Raja Hina, Huang Xiaoqin, Delsoz Mohammad, Madadi Yeganeh, Poursoroush Asma, Munawar Asim, Kahook Malik Y, Yousefi Siamak
Department of Ophthalmology, Hamilton Eye Institute, University of Tennessee Health Science Center, Memphis, Tennessee.
Department of Mathematics and Computer Science, Fisk University, Nashville, Tennessee.
Ophthalmol Sci. 2024 Aug 22;5(1):100599. doi: 10.1016/j.xops.2024.100599. eCollection 2025 Jan-Feb.
To evaluate the capabilities of Chat Generative Pre-Trained Transformer (ChatGPT), as a large language model (LLM), for diagnosing glaucoma using the Ocular Hypertension Treatment Study (OHTS) dataset, and comparing the diagnostic capability of ChatGPT 3.5 and ChatGPT 4.0.

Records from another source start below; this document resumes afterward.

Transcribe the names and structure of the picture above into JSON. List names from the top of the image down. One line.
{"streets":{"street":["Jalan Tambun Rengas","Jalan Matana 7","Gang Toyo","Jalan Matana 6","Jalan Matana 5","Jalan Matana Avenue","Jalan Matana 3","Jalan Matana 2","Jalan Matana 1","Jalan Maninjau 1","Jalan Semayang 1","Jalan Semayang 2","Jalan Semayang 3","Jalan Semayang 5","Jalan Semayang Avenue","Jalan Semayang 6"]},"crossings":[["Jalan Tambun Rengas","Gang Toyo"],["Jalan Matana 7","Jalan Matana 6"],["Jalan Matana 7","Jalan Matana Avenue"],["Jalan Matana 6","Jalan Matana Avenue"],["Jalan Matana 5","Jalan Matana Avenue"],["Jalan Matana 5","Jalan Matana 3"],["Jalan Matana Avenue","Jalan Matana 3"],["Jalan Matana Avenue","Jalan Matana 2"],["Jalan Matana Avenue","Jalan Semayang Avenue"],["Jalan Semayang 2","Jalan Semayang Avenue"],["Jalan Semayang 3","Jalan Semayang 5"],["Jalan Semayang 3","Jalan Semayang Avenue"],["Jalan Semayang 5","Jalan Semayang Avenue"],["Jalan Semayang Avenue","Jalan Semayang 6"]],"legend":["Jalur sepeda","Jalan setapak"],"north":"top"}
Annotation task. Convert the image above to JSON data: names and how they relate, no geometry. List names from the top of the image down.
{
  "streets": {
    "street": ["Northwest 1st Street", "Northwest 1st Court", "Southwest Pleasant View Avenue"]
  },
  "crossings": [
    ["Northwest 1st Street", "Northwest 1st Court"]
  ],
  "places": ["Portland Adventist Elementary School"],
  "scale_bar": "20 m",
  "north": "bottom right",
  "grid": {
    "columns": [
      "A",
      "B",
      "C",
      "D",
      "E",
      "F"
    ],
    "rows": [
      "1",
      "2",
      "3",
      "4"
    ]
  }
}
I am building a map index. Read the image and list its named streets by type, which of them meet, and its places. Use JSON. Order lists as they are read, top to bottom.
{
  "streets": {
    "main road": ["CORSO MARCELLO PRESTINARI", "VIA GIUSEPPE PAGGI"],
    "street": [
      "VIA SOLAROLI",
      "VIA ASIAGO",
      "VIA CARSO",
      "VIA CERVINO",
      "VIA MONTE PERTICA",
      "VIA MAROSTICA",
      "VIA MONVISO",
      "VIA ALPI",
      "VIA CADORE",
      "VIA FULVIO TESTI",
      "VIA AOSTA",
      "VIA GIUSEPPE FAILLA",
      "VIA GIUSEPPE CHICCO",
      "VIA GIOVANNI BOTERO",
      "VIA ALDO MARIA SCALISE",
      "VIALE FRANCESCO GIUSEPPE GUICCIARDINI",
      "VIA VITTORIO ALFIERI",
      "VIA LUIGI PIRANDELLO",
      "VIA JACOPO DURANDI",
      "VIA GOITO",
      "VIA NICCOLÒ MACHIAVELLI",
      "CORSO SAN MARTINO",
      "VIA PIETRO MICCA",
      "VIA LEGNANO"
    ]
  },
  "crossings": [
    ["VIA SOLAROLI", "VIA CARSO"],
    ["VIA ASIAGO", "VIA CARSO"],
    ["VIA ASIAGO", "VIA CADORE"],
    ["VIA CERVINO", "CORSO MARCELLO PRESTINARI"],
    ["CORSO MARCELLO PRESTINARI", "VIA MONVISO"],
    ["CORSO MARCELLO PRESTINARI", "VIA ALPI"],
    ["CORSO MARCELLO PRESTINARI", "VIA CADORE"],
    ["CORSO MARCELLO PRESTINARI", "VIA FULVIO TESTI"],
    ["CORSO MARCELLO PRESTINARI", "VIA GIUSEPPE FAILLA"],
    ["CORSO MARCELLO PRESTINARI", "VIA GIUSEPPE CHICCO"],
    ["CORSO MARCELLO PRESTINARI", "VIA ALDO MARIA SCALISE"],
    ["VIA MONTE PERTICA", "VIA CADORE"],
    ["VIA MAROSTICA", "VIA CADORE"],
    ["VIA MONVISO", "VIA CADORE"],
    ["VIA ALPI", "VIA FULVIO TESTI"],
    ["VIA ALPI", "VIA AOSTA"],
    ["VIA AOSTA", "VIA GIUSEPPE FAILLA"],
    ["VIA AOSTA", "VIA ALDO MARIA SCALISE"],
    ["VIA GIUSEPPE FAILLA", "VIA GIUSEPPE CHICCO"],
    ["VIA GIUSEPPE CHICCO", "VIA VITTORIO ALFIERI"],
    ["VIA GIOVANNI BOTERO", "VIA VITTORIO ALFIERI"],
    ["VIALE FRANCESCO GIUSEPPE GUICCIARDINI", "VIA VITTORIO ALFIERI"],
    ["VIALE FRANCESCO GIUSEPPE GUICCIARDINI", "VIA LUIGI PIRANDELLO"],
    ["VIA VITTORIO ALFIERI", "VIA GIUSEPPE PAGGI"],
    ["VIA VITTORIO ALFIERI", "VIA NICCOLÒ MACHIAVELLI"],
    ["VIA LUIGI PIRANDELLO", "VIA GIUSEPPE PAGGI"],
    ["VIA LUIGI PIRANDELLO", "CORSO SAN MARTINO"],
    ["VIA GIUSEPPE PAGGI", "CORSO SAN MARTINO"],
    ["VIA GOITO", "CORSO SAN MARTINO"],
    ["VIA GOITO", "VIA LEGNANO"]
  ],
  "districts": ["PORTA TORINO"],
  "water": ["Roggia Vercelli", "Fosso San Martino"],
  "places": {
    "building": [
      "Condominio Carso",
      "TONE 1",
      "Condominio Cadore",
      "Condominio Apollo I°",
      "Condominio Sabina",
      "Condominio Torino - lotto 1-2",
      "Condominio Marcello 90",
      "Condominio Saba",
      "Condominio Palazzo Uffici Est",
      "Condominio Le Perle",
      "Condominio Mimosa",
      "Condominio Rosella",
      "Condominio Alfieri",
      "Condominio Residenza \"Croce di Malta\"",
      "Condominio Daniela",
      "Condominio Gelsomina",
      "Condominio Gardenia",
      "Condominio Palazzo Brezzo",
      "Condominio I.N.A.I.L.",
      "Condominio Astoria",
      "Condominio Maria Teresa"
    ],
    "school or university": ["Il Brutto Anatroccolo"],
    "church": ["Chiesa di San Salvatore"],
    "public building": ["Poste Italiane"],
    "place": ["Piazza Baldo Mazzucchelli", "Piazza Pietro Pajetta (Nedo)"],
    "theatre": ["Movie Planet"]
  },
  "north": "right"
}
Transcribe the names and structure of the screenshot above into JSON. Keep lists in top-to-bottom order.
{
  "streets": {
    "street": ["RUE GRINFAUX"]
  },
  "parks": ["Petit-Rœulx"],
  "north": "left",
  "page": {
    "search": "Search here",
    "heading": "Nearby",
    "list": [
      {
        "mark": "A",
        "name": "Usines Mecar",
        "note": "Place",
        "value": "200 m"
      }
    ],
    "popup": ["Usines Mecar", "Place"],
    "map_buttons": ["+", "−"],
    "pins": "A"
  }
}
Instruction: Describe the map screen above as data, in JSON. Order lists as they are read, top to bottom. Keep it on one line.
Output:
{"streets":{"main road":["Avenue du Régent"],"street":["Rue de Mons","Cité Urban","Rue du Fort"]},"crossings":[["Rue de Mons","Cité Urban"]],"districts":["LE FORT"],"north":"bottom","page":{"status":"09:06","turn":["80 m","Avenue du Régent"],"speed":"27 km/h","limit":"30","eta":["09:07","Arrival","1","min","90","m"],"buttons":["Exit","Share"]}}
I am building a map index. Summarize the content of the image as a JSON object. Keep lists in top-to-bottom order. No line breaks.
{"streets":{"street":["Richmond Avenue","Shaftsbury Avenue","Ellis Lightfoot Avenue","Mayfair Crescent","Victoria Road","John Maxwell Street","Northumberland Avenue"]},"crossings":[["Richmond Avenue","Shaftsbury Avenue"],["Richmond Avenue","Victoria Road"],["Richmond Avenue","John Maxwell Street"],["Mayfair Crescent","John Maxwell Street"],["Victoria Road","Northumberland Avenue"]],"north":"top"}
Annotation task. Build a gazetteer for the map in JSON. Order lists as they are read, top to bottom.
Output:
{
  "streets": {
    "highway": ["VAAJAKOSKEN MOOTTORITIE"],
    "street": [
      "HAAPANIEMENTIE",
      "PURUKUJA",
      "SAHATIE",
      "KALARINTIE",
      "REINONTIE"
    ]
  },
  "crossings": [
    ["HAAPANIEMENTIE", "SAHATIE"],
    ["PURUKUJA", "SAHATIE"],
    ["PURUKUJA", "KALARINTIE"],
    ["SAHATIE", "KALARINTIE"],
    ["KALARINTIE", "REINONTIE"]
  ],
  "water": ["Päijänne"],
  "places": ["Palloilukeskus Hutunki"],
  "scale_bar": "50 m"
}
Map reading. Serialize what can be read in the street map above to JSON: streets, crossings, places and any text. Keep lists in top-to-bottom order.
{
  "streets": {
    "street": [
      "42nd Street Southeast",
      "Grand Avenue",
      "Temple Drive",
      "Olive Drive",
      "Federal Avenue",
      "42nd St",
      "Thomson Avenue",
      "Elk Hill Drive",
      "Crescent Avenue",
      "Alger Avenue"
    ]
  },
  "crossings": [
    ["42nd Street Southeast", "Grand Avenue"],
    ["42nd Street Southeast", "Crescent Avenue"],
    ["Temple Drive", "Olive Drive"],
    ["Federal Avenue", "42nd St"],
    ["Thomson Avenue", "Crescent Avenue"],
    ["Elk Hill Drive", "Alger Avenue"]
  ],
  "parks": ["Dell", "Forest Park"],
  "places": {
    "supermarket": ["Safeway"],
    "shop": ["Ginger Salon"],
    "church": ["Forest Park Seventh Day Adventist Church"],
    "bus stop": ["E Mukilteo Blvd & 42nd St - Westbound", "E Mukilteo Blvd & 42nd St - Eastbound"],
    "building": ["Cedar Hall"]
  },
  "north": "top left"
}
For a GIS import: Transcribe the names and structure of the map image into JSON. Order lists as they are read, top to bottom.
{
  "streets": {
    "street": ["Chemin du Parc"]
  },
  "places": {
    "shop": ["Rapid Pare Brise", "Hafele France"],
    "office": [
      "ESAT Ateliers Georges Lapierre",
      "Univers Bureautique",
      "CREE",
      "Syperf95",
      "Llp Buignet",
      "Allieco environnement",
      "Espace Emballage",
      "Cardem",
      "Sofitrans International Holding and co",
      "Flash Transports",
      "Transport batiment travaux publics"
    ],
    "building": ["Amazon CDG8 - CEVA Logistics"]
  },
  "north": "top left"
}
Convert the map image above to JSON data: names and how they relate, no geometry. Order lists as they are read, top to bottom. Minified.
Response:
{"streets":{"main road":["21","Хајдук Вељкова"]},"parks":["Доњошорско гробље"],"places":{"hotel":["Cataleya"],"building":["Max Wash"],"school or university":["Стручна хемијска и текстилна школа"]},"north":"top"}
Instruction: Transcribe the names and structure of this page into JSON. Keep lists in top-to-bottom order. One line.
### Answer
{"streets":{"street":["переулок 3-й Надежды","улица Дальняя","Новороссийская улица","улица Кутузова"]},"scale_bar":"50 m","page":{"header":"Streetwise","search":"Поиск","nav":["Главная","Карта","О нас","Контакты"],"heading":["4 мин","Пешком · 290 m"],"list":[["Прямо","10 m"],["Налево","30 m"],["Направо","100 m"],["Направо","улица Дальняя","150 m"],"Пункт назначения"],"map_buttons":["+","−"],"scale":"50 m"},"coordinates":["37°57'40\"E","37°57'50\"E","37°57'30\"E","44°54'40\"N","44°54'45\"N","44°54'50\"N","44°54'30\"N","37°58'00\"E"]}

Prospective data collection study.
A total of 3170 eyes of 1585 subjects from the OHTS were included in this study.
We selected demographic, clinical, ocular, visual field, optic nerve head photo, and history of disease parameters of each participant and developed case reports by converting tabular data into textual format based on information from both eyes of all subjects. We then developed a procedure using the application programming interface of ChatGPT, a LLM-based chatbot, to automatically input prompts into a chat box. This was followed by querying 2 different generations of ChatGPT (versions 3.5 and 4.0) regarding the underlying diagnosis of each subject. We then evaluated the output responses based on several objective metrics.
Area under the receiver operating characteristic curve (AUC), accuracy, specificity, sensitivity, and F1 score.
Chat Generative Pre-Trained Transformer 3.5 achieved AUC of 0.74, accuracy of 66%, specificity of 64%, sensitivity of 85%, and F1 score of 0.72. Chat Generative Pre-Trained Transformer 4.0 obtained AUC of 0.76, accuracy of 87%, specificity of 90%, sensitivity of 61%, and F1 score of 0.92.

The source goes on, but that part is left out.